ABOUT THIS EXERCISE ::
Could you please find each line in the records that contains the word "canvas" and copy it?

RECORDS FOR THIS EXERCISE ::
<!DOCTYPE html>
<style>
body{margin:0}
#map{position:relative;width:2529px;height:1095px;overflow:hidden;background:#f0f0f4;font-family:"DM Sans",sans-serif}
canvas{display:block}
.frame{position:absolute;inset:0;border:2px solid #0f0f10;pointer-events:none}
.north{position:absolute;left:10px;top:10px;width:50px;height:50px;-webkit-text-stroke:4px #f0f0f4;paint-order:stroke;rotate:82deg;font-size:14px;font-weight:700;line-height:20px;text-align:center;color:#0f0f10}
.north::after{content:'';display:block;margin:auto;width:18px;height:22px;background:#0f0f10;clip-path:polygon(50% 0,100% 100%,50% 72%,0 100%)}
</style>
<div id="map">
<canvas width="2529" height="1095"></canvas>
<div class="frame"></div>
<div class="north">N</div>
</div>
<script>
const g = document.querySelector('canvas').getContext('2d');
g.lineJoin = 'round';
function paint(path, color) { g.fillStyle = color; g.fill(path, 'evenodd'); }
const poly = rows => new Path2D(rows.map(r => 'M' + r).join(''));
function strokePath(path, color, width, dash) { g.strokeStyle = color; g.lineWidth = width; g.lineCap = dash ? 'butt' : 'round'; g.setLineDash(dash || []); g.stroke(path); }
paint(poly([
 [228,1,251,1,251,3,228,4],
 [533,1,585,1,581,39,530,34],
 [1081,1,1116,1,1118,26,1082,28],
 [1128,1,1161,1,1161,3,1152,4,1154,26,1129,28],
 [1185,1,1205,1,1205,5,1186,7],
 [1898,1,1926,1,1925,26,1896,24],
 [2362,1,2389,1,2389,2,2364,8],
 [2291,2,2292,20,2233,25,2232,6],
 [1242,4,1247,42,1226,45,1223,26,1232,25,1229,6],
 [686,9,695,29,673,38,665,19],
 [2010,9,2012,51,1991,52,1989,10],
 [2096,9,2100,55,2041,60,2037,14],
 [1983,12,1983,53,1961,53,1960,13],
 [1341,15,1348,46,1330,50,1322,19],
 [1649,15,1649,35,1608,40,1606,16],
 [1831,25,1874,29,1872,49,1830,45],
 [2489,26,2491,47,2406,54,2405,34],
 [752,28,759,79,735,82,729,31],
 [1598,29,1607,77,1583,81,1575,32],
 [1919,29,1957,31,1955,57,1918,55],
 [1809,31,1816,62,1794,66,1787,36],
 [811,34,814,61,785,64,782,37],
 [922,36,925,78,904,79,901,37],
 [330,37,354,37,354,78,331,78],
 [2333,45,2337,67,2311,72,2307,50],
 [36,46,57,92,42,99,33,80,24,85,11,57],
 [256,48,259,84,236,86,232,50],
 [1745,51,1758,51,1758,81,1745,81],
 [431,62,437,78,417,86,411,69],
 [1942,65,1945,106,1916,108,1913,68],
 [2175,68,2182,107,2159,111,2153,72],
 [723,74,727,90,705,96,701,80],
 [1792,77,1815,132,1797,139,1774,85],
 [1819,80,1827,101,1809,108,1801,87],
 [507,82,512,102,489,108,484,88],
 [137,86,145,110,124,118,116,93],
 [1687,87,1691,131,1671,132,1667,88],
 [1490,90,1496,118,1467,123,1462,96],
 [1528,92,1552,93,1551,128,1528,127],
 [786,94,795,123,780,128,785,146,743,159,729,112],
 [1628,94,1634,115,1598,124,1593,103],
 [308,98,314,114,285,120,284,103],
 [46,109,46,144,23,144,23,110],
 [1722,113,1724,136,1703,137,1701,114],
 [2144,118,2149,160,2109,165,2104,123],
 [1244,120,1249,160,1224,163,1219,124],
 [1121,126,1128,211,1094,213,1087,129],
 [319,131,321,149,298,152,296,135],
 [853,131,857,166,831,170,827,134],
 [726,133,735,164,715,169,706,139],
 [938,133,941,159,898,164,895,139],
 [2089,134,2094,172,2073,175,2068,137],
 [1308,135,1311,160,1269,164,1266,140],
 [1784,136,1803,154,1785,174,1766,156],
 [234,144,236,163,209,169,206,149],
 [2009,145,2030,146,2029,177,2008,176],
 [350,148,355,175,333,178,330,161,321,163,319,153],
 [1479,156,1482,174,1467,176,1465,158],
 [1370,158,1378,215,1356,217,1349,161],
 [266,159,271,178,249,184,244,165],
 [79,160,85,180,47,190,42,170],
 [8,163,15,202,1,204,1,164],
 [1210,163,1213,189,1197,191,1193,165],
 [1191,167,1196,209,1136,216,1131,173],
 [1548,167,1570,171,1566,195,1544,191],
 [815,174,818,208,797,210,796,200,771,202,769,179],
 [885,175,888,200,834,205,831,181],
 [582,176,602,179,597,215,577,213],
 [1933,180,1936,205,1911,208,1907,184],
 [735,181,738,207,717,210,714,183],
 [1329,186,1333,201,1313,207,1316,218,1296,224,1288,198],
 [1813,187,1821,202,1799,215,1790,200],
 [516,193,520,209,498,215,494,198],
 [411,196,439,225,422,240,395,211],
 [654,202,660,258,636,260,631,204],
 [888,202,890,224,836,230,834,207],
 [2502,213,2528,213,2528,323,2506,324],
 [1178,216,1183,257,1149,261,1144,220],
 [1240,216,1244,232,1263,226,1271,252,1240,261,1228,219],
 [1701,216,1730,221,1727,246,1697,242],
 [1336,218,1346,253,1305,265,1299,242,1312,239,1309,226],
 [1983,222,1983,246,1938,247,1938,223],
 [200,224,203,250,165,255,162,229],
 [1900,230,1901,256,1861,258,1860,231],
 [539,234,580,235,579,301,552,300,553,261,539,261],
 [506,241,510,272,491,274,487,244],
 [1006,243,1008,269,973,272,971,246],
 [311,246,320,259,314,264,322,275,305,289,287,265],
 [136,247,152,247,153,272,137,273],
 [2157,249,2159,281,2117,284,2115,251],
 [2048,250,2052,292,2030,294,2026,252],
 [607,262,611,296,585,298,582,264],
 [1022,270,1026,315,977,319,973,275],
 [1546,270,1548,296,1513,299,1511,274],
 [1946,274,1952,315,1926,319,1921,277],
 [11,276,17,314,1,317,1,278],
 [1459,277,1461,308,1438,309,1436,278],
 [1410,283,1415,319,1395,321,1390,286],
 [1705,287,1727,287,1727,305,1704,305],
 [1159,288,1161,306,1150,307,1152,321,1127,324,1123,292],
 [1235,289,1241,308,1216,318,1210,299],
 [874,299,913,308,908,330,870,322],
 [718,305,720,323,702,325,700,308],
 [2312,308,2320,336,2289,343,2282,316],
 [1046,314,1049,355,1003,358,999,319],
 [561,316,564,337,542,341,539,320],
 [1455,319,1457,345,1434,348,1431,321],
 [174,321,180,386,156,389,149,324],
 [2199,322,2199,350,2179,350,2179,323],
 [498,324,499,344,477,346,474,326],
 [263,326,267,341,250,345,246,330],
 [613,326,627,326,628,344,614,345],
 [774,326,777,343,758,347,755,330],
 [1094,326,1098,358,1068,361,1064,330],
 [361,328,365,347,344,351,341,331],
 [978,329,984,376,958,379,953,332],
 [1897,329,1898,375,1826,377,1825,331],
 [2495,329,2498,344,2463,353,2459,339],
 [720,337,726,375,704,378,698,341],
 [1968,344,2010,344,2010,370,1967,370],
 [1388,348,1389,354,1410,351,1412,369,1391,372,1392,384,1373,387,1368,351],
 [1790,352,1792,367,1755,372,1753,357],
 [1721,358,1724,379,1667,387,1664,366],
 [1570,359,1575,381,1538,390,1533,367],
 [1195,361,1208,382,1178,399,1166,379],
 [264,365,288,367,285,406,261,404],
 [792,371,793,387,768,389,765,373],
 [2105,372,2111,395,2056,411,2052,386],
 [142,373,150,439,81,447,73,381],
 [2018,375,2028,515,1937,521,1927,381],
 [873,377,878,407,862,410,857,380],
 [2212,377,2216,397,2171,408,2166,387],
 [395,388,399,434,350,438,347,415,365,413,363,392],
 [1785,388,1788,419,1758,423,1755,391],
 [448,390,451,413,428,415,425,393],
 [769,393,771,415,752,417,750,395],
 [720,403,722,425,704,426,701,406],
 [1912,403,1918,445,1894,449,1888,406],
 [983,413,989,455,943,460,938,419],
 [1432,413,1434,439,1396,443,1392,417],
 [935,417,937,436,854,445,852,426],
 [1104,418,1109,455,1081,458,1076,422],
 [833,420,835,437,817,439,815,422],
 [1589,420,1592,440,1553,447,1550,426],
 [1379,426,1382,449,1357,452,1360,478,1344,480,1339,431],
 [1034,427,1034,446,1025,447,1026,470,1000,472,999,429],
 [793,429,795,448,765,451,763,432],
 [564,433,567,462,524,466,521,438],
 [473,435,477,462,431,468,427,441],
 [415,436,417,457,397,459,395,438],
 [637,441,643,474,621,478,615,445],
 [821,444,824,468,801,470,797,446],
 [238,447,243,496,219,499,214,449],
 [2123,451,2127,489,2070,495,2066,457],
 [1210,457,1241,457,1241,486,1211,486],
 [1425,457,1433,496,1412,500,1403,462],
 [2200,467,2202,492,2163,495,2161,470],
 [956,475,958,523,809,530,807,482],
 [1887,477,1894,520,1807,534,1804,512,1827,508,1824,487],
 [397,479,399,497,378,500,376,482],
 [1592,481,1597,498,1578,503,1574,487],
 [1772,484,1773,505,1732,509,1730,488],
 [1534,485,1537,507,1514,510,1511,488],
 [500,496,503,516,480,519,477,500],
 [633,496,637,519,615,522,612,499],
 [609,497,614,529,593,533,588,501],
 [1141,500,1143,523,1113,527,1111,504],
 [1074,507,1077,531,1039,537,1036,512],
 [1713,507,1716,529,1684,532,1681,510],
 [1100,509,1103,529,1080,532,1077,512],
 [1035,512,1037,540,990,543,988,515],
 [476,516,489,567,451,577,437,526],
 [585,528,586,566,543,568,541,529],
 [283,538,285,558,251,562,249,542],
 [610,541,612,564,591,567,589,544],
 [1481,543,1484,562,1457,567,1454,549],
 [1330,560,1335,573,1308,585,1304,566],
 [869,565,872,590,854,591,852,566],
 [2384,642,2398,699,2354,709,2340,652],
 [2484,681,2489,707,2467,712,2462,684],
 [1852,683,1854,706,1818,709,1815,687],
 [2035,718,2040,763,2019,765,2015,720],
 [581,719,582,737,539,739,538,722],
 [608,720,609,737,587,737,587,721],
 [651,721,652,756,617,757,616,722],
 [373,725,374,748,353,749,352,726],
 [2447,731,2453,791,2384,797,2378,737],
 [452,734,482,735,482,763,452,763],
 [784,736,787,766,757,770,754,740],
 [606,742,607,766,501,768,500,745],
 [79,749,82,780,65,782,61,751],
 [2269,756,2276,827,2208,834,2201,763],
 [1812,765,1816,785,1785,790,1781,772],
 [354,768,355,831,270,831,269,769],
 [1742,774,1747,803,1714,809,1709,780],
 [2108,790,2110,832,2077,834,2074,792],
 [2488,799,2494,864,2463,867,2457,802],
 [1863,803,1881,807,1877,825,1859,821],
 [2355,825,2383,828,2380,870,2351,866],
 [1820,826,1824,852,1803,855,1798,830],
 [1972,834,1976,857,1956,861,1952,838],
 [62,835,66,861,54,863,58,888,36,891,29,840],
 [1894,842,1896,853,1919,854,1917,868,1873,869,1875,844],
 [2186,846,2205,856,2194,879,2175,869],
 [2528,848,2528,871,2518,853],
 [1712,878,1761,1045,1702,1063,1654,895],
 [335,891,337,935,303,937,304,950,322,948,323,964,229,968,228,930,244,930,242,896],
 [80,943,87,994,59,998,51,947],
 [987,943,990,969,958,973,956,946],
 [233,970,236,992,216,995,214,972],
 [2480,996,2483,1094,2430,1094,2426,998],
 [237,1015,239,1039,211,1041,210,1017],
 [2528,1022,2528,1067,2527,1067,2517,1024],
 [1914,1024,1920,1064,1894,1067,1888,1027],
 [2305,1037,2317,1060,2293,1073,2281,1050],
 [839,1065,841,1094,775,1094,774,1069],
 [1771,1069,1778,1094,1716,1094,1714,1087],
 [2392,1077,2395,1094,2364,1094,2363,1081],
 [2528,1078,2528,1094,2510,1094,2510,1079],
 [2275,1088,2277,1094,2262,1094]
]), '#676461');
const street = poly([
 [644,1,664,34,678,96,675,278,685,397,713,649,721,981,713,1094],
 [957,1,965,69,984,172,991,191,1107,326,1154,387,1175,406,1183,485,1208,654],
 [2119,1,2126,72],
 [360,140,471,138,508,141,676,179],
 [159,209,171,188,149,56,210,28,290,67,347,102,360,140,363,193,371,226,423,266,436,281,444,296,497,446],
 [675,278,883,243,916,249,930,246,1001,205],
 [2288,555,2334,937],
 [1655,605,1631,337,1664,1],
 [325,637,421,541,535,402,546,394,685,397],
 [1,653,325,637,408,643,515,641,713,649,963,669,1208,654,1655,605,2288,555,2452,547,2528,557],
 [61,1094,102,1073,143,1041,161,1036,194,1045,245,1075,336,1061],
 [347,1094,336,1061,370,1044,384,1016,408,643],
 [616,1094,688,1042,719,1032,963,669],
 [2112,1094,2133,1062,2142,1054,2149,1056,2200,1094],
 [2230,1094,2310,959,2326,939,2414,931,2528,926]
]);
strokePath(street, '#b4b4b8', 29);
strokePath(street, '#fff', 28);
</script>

REPLY TO THE TASK ::
canvas{display:block}
<canvas width="2529" height="1095"></canvas>
const g = document.querySelector('canvas').getContext('2d');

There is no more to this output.